I am in disagreement with all the plaudits heaped upon her by Benjamin Chavis (one of the Wilmington Ten), U.S. Representative David Price, and NAACP State president Dr. Rev. William Barber, II, the editorial board of The News & Observer, and others because Governor Perdue fell woefully short by failing to issue pardons of innocence to Erick Daniels, Shawn Massey, and Glen Chapman… three exonerated black defendants, the first two being denied pardons by the Governor’s Clemency Board, and the latter who was wrongly convicted and put on death row. The innocence of these three men is undeniable, with no forensic evidence connecting them to the crimes for which they were charged, and witness descriptions in the first two incidents being at odds with the defendants. Erick Daniels was fourteen at the time of his arrest on an armed robbery charge in which he was identified by the shape of his eyebrows in a middle school yearbook. He served seven years of a ten to fourteen year sentence before his conviction was tossed during a hearing for a new trial. Shawn Massey, like Daniels, differed dramatically in hair style described by witness to the robbery for which he was convicted. He served twelve years behind bars before an innocence project at Duke University Law School took up his case and successfully affected his exoneration.
Glen Chapman, who has had his petition for a pardon of innocence filed with the Governor’s Clemency Panel for more than a year, has not been issued a ruling.
These three men have had the best years of their lives wrongfully taken from them by a selective justice system that is based on Class and Color. Freedom, is without doubt the most valuable possession a man or woman can possess, and to have it wrenched away without probable cause or credible evidence is devastating. In addition, the wrongful conviction for a felony results in a stigma which has an adverse bearing on the innocent defendant’s life forever.

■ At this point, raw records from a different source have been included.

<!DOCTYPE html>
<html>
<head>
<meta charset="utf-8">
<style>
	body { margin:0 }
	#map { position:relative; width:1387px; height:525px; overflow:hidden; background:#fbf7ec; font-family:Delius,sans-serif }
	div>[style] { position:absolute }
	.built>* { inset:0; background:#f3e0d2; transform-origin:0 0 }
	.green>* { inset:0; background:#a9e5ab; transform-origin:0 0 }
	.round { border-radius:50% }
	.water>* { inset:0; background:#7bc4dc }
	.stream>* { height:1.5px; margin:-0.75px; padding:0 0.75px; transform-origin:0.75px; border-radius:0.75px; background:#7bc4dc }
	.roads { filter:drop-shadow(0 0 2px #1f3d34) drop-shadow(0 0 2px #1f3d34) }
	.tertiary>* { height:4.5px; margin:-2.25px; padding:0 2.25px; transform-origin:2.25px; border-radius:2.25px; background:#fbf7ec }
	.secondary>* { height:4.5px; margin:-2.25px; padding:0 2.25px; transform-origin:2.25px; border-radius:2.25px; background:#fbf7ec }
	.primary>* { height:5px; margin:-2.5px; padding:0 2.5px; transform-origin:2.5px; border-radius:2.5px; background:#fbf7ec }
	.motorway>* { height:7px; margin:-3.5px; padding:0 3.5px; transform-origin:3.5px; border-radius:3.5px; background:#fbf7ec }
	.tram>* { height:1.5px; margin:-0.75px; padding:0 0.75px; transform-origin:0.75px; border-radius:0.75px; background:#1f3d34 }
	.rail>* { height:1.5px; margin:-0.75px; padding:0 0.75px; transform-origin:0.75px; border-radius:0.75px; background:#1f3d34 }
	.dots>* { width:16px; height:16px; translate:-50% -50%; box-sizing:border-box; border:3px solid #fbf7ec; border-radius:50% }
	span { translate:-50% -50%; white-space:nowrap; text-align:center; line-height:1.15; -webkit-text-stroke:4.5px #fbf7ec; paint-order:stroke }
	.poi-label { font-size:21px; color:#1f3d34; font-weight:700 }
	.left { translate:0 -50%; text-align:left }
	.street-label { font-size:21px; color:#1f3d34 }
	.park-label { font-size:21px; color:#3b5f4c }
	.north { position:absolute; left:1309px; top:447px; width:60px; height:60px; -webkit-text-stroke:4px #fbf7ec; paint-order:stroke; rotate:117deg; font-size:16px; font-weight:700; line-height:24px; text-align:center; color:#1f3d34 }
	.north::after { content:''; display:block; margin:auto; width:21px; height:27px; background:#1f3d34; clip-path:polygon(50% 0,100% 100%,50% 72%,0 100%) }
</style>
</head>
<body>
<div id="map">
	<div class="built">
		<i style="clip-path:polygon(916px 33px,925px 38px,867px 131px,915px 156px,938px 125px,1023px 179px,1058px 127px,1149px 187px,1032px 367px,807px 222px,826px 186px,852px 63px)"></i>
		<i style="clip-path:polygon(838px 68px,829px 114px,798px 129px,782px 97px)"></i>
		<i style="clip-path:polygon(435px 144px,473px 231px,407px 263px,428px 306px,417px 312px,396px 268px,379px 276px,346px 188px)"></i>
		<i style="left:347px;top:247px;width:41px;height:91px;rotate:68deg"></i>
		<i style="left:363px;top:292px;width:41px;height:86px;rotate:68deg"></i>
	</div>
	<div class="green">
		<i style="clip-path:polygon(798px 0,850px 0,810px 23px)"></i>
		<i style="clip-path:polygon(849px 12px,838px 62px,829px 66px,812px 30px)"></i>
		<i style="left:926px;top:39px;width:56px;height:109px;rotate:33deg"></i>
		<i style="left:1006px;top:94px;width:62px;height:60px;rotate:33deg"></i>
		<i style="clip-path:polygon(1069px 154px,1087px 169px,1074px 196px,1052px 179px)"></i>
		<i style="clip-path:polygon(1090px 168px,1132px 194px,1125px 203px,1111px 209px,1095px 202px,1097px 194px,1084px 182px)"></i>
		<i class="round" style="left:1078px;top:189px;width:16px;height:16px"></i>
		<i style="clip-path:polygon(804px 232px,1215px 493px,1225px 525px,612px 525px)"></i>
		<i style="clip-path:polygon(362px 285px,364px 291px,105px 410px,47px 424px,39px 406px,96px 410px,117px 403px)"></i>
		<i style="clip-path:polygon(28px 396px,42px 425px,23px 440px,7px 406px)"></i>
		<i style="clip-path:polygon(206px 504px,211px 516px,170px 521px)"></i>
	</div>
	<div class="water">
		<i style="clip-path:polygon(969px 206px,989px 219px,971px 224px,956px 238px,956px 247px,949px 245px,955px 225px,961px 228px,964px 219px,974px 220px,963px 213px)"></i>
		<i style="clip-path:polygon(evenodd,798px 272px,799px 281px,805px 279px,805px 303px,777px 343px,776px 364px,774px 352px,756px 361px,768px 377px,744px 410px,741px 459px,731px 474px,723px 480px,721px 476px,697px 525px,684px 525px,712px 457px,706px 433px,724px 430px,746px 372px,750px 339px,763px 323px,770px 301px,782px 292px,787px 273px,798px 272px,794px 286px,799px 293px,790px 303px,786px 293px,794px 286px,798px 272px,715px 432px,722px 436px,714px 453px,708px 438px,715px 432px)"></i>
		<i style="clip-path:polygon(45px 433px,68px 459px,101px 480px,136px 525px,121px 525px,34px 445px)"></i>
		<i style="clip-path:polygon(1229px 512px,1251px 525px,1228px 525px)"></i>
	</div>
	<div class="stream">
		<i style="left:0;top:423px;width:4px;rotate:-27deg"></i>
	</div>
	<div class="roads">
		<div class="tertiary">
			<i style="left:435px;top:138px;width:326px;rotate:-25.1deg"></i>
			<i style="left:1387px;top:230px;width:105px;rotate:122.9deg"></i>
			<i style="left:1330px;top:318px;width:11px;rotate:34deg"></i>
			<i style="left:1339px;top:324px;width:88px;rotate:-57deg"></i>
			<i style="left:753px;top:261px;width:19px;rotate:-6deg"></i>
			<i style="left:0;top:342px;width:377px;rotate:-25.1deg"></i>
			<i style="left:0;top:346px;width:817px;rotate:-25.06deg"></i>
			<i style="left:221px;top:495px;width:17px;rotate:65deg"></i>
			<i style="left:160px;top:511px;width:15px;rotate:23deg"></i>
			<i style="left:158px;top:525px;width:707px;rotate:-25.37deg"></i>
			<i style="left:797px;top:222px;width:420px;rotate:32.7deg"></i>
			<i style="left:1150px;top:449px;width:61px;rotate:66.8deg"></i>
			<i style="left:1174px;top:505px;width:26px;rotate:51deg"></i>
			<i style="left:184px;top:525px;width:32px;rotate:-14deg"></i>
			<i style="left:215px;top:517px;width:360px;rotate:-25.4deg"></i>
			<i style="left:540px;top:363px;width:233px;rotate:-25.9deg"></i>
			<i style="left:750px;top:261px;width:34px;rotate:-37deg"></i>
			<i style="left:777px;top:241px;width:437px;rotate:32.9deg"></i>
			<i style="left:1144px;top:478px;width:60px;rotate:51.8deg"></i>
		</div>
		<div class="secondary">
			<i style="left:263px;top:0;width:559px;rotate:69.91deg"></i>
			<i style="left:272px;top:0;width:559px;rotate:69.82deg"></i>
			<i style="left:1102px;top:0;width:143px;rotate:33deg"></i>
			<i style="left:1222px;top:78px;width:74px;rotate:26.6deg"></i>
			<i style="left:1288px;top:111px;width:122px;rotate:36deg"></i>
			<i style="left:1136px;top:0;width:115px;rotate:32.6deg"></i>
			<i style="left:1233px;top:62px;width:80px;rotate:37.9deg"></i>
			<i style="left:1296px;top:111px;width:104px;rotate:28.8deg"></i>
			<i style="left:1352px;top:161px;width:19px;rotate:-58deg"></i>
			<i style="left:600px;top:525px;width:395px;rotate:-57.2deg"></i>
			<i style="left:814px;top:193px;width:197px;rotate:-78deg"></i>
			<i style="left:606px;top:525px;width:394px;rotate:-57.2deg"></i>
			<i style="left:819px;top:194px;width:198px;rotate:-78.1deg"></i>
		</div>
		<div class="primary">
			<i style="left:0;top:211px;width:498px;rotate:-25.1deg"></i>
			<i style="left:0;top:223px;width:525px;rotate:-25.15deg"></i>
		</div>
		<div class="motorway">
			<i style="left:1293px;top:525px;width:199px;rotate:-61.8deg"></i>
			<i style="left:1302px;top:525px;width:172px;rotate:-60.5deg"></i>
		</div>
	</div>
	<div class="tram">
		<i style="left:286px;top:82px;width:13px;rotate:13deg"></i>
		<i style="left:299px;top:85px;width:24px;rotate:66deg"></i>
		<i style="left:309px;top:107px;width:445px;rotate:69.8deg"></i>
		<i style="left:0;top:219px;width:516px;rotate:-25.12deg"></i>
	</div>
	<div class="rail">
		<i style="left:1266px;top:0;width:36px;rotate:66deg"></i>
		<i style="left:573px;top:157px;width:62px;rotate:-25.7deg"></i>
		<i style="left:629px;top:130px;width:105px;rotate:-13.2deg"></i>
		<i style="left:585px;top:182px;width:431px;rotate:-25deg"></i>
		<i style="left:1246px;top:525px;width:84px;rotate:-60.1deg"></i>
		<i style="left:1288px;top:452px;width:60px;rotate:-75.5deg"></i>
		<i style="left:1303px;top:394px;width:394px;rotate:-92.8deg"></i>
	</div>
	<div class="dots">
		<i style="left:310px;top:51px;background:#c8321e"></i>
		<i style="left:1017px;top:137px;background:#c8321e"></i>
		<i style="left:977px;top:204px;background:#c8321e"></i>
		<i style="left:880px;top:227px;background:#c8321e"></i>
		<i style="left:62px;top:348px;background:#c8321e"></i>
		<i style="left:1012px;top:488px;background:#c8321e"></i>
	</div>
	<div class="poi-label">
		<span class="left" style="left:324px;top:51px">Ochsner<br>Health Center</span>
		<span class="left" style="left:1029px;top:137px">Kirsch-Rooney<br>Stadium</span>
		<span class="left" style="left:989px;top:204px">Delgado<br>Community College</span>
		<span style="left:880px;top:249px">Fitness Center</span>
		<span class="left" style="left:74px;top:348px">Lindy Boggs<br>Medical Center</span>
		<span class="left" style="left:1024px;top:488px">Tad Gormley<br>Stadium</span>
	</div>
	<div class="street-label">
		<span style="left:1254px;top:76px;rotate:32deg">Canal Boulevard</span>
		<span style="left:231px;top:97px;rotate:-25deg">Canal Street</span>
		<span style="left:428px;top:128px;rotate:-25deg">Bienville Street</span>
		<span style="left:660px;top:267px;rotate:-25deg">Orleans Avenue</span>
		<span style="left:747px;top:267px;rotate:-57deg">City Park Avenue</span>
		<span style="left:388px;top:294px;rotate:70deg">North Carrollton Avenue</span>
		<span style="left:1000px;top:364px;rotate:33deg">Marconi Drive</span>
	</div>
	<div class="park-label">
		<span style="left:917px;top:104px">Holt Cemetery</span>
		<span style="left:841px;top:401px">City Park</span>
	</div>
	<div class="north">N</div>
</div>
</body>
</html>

Erick Daniels, Shawn Massey, and Glen Chapman are all deserving of a pardon of innocence so that they can pursue compensation to which they are entitled by laws enacted by the North Carolina General Assembly. They deserve to be pardoned now… not in another forty years or so. Governor Perdue has had the opportunity to clean up the criminal injustice slate involving the three, but it looks as though she will let it pass. I am not surprised as she as proven to me that she lacks the Nifongian courage to do the right thing. The governor can make all the flowery and political correct speeches she wants to about past and present racial injustices, however, when it comes down to it, it’s nothing more than meaningless talk… as racial injustice continues to run rampant and she, with the opportunity to do something about it, has taken no action. The least she could have done is deliver pardons of innocence for Daniels, Massey, and Chapman.
As far as I am concerned, the governor’s failure to grant pardons of innocence to all thirteen mentioned above represents a disappointing end to a disappointing four year gubernatorial tenure… and leaves her with a disappointing legacy.